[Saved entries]
"""
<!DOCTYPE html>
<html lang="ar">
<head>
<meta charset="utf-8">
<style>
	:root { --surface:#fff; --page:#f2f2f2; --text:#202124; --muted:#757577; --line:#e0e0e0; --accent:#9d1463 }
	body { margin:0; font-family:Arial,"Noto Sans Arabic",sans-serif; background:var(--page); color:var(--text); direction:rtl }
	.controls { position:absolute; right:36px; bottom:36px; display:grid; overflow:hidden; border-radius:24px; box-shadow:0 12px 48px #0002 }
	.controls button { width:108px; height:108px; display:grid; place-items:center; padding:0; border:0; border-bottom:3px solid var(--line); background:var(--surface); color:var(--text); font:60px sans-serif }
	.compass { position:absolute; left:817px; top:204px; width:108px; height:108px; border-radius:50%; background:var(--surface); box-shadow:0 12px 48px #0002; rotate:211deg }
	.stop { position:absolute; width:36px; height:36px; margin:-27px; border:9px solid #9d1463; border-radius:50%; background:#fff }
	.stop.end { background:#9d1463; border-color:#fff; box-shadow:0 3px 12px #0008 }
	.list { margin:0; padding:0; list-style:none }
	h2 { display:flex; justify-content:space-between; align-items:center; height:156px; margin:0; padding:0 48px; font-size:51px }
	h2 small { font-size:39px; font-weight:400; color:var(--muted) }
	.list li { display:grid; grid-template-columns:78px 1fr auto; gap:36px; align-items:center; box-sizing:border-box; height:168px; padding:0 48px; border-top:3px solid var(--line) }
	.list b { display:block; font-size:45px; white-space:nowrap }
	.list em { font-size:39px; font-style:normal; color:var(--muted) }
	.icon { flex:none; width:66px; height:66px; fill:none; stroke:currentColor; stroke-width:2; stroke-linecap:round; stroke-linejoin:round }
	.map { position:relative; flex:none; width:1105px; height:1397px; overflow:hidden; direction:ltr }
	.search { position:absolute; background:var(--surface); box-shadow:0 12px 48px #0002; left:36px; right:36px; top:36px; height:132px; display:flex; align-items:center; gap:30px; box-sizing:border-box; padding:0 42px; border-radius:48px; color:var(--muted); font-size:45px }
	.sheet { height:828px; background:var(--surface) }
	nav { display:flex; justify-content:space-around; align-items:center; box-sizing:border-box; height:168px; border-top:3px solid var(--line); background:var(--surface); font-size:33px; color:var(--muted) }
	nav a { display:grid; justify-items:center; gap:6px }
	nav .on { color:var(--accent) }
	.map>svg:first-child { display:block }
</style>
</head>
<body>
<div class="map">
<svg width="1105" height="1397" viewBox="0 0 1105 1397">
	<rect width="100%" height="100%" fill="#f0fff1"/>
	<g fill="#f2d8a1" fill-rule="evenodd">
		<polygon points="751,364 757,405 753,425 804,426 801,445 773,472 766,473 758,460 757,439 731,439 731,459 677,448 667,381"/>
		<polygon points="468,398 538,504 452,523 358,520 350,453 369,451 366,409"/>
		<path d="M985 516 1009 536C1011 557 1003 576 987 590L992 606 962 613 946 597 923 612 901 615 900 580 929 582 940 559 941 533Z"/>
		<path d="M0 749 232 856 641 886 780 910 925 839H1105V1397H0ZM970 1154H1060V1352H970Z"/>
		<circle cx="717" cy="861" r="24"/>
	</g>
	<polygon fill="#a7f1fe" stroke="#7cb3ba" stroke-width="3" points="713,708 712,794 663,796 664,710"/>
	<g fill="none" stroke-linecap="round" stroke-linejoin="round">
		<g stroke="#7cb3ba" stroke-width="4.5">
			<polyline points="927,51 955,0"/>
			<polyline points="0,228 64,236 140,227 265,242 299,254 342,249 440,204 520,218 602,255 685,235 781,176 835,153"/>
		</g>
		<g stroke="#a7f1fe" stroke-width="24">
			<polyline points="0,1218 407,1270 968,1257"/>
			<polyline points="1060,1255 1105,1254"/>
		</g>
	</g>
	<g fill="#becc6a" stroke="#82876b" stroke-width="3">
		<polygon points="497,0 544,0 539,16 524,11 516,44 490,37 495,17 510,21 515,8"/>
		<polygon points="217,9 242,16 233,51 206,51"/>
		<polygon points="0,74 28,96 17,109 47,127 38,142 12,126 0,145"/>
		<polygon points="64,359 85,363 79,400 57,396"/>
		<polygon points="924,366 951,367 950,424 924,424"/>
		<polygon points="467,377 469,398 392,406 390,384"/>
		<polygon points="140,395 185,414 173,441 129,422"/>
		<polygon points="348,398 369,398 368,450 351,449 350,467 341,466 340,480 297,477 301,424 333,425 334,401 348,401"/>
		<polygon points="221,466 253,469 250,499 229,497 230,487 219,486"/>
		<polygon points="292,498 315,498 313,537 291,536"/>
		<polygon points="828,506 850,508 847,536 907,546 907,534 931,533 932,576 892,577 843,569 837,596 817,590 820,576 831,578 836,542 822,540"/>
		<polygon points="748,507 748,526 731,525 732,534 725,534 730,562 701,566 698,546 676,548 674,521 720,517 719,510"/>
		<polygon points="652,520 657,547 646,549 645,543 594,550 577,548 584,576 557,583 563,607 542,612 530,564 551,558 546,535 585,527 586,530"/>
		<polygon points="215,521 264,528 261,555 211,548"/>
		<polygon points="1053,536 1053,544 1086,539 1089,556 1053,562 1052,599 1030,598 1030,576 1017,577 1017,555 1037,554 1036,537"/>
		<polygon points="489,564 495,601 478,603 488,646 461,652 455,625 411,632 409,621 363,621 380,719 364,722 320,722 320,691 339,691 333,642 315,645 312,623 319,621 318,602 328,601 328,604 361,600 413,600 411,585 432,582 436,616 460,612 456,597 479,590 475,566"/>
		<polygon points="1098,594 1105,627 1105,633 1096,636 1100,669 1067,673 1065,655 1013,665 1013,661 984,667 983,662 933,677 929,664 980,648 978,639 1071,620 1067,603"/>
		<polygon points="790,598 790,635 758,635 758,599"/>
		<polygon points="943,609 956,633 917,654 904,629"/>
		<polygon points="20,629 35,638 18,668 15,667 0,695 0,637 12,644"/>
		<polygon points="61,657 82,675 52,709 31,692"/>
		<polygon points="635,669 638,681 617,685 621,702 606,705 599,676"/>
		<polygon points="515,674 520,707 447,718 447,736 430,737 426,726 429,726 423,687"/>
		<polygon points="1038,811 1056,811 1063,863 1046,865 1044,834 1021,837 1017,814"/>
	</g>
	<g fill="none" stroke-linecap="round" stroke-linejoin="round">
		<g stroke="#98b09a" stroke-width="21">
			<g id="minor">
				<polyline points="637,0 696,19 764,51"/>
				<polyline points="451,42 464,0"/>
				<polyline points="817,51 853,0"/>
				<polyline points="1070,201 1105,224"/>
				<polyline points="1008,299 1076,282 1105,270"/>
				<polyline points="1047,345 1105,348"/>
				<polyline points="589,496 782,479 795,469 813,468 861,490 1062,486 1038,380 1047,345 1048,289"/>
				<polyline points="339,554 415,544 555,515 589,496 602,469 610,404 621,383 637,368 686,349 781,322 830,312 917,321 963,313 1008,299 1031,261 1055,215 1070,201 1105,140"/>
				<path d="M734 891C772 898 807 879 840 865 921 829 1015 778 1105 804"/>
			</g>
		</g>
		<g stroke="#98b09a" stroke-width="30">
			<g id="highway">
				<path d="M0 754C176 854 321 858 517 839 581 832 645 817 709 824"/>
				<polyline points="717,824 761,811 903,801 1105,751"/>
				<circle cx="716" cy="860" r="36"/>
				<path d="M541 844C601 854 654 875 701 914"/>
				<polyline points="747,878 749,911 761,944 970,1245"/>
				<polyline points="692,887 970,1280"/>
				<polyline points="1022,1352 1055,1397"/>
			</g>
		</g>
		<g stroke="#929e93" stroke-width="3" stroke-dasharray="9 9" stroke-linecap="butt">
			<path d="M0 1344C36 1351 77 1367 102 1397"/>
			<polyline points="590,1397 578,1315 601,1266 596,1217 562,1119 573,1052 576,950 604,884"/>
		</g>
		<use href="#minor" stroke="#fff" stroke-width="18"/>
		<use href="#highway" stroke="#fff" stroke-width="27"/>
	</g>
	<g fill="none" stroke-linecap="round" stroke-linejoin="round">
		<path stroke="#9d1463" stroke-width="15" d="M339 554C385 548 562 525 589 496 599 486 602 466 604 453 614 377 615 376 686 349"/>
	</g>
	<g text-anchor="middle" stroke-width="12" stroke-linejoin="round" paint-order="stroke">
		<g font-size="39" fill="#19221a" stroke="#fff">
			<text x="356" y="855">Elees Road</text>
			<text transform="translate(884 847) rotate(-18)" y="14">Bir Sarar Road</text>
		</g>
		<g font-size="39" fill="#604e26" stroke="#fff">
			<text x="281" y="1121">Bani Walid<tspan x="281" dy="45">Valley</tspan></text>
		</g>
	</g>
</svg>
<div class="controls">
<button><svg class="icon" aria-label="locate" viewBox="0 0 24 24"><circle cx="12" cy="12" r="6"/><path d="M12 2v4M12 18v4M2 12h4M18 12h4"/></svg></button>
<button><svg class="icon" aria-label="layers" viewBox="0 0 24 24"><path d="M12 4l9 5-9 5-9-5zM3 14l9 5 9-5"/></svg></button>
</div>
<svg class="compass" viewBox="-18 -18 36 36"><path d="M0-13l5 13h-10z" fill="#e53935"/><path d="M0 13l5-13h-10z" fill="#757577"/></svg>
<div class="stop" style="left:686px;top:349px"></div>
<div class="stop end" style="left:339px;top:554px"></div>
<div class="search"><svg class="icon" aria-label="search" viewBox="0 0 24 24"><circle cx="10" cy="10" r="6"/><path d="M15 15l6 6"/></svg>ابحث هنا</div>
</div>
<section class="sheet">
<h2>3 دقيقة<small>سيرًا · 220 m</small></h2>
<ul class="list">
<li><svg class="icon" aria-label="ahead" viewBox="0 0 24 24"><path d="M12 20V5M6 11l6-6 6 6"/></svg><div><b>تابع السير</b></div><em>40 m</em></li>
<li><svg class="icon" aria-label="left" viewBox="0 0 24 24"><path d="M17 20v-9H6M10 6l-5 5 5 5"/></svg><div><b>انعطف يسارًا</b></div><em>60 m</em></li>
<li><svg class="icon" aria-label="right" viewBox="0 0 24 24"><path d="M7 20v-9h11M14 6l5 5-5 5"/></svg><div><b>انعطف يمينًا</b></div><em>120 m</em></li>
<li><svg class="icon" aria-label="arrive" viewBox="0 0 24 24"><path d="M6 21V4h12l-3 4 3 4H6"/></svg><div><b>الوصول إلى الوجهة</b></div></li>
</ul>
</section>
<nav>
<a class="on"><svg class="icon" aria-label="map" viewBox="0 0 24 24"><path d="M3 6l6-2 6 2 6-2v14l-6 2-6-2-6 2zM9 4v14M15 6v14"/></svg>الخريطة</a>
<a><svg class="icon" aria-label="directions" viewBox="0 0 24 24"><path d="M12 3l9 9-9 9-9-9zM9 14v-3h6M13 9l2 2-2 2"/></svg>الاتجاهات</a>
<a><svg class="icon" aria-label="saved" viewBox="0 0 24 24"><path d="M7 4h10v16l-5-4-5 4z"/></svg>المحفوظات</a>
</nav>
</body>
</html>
"""
What this exercise asks for is every line of the data above with the word "compass".

RESULT FOR THIS TASK:
	.compass { position:absolute; left:817px; top:204px; width:108px; height:108px; border-radius:50%; background:var(--surface); box-shadow:0 12px 48px #0002; rotate:211deg }
<svg class="compass" viewBox="-18 -18 36 36"><path d="M0-13l5 13h-10z" fill="#e53935"/><path d="M0 13l5-13h-10z" fill="#757577"/></svg>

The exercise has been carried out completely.